[Recorded data — start]
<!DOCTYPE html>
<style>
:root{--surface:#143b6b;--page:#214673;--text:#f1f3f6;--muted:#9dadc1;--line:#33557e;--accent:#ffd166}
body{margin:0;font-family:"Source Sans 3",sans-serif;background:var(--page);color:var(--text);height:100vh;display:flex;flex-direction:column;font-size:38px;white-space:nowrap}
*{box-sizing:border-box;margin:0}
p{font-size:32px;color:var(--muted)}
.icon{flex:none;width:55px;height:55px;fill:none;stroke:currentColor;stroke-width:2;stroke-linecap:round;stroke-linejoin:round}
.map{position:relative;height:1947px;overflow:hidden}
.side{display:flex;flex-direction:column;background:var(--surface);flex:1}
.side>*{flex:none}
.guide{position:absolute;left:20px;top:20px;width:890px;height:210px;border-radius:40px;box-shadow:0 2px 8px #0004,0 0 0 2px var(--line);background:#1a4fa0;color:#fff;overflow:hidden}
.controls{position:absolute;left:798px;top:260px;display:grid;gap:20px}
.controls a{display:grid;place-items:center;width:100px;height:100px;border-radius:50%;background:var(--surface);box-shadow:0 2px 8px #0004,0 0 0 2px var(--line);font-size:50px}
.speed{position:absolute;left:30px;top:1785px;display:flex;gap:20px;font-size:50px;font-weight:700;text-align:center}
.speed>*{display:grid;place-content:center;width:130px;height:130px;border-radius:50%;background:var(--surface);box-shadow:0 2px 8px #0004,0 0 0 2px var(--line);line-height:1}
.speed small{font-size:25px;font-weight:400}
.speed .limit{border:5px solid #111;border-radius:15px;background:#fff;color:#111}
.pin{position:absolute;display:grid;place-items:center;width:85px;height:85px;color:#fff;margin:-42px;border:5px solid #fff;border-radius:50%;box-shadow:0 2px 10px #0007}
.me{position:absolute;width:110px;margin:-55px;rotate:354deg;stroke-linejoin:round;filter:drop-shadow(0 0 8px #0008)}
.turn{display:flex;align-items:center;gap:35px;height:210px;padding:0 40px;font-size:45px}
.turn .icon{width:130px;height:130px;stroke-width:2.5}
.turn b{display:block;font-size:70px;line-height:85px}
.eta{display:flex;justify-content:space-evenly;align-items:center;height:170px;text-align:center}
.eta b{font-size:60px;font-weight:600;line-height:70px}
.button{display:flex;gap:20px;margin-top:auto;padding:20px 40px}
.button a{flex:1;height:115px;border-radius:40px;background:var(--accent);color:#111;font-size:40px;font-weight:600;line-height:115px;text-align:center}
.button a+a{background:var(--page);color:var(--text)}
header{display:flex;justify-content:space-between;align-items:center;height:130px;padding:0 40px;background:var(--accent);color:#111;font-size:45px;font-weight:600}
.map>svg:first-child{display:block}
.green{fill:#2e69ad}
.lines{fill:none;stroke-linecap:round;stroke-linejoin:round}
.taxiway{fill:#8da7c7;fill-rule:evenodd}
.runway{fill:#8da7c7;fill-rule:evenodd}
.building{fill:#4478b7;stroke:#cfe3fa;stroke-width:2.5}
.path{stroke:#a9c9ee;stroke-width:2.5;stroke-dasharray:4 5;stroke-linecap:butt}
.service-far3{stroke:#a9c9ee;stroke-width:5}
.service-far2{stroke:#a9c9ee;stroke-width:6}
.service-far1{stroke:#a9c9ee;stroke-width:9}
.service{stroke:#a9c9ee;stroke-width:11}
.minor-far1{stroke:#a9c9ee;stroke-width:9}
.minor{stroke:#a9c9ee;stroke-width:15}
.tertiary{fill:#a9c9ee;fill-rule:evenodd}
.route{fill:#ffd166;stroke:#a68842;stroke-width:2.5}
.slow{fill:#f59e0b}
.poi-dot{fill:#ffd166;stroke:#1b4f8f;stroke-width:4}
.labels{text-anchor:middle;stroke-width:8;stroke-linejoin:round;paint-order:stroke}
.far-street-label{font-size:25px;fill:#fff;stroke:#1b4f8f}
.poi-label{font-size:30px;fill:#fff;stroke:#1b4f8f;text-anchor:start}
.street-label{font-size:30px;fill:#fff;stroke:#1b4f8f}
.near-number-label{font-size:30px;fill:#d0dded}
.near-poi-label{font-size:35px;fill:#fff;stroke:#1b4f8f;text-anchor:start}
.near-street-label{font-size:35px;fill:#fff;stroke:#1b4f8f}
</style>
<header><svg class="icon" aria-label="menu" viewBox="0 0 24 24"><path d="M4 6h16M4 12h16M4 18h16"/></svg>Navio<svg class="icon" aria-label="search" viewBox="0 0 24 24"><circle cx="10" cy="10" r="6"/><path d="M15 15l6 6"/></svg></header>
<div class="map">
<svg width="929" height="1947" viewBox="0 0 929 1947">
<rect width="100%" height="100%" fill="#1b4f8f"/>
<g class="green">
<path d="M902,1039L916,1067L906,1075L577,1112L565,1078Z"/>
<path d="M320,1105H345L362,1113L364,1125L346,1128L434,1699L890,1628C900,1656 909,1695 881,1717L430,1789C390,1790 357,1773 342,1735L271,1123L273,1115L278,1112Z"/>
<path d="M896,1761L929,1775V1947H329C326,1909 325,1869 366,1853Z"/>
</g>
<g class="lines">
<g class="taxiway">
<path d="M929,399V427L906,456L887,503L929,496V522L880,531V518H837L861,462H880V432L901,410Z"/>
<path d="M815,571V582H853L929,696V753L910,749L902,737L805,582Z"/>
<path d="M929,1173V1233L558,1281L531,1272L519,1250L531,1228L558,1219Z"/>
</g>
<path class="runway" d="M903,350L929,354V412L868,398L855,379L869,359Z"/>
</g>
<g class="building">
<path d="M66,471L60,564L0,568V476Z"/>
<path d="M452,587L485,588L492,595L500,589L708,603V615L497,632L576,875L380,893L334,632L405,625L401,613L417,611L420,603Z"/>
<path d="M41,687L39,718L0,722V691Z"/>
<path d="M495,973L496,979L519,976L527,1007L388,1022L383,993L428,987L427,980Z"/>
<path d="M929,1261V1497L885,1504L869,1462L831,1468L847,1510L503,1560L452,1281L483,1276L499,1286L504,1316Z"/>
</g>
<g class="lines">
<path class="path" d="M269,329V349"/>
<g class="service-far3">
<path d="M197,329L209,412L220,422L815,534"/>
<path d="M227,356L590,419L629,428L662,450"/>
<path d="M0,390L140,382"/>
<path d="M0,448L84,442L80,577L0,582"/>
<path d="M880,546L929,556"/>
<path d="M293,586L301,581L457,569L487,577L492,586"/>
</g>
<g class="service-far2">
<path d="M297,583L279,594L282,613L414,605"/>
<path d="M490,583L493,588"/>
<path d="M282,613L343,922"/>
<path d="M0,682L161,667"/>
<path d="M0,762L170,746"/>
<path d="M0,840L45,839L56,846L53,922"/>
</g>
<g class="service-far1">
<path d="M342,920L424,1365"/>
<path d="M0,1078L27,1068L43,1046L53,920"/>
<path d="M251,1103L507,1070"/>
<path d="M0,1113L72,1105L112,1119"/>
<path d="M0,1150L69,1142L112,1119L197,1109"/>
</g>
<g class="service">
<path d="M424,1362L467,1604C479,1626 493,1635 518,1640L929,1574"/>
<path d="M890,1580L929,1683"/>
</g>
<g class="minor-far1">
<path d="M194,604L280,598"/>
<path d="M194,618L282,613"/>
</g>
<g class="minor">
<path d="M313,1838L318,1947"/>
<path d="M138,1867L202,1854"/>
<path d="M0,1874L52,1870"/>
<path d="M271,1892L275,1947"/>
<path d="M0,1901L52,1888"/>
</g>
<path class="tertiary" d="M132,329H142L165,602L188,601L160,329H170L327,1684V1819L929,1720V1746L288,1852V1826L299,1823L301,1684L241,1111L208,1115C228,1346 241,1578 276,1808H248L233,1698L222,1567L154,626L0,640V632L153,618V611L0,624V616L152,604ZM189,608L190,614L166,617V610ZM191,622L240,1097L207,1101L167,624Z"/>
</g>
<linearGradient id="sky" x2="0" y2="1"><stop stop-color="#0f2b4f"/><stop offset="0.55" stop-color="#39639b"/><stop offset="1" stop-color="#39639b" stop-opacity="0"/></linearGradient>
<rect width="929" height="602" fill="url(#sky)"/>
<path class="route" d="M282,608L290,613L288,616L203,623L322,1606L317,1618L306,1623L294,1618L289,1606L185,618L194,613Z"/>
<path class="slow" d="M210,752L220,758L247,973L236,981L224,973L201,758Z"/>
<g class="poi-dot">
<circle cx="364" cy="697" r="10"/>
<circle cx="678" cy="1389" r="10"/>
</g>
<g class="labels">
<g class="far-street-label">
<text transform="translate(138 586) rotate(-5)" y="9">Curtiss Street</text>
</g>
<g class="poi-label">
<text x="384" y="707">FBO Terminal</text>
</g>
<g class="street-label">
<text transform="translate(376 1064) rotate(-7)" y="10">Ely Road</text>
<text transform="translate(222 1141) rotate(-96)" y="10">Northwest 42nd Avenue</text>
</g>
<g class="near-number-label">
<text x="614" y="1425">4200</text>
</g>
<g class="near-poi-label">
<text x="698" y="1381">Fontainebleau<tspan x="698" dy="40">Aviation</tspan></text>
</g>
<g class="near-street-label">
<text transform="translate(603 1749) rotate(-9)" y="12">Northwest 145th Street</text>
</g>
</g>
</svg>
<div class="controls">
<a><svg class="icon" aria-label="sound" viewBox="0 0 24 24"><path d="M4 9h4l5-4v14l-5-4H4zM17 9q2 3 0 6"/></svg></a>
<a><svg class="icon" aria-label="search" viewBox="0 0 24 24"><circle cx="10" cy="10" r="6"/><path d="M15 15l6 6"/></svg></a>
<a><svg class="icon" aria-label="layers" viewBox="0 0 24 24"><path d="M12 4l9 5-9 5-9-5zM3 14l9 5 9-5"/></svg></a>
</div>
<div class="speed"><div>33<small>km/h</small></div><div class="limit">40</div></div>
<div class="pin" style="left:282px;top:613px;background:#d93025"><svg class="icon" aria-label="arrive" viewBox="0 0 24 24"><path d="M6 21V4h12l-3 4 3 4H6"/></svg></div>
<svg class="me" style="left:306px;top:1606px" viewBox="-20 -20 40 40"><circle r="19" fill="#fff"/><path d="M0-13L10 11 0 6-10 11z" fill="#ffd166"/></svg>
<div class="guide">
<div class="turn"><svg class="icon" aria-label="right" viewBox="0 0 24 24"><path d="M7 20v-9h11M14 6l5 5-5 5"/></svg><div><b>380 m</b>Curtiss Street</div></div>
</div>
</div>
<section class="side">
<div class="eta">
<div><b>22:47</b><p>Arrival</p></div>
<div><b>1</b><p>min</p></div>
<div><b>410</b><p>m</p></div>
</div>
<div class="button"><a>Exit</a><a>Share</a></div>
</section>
[Recorded data — finish]
◆ **Task statement**
Please go through the data above and copy each line containing the word "side".

◆ **Reply**
.side{display:flex;flex-direction:column;background:var(--surface);flex:1}
.side>*{flex:none}
<section class="side">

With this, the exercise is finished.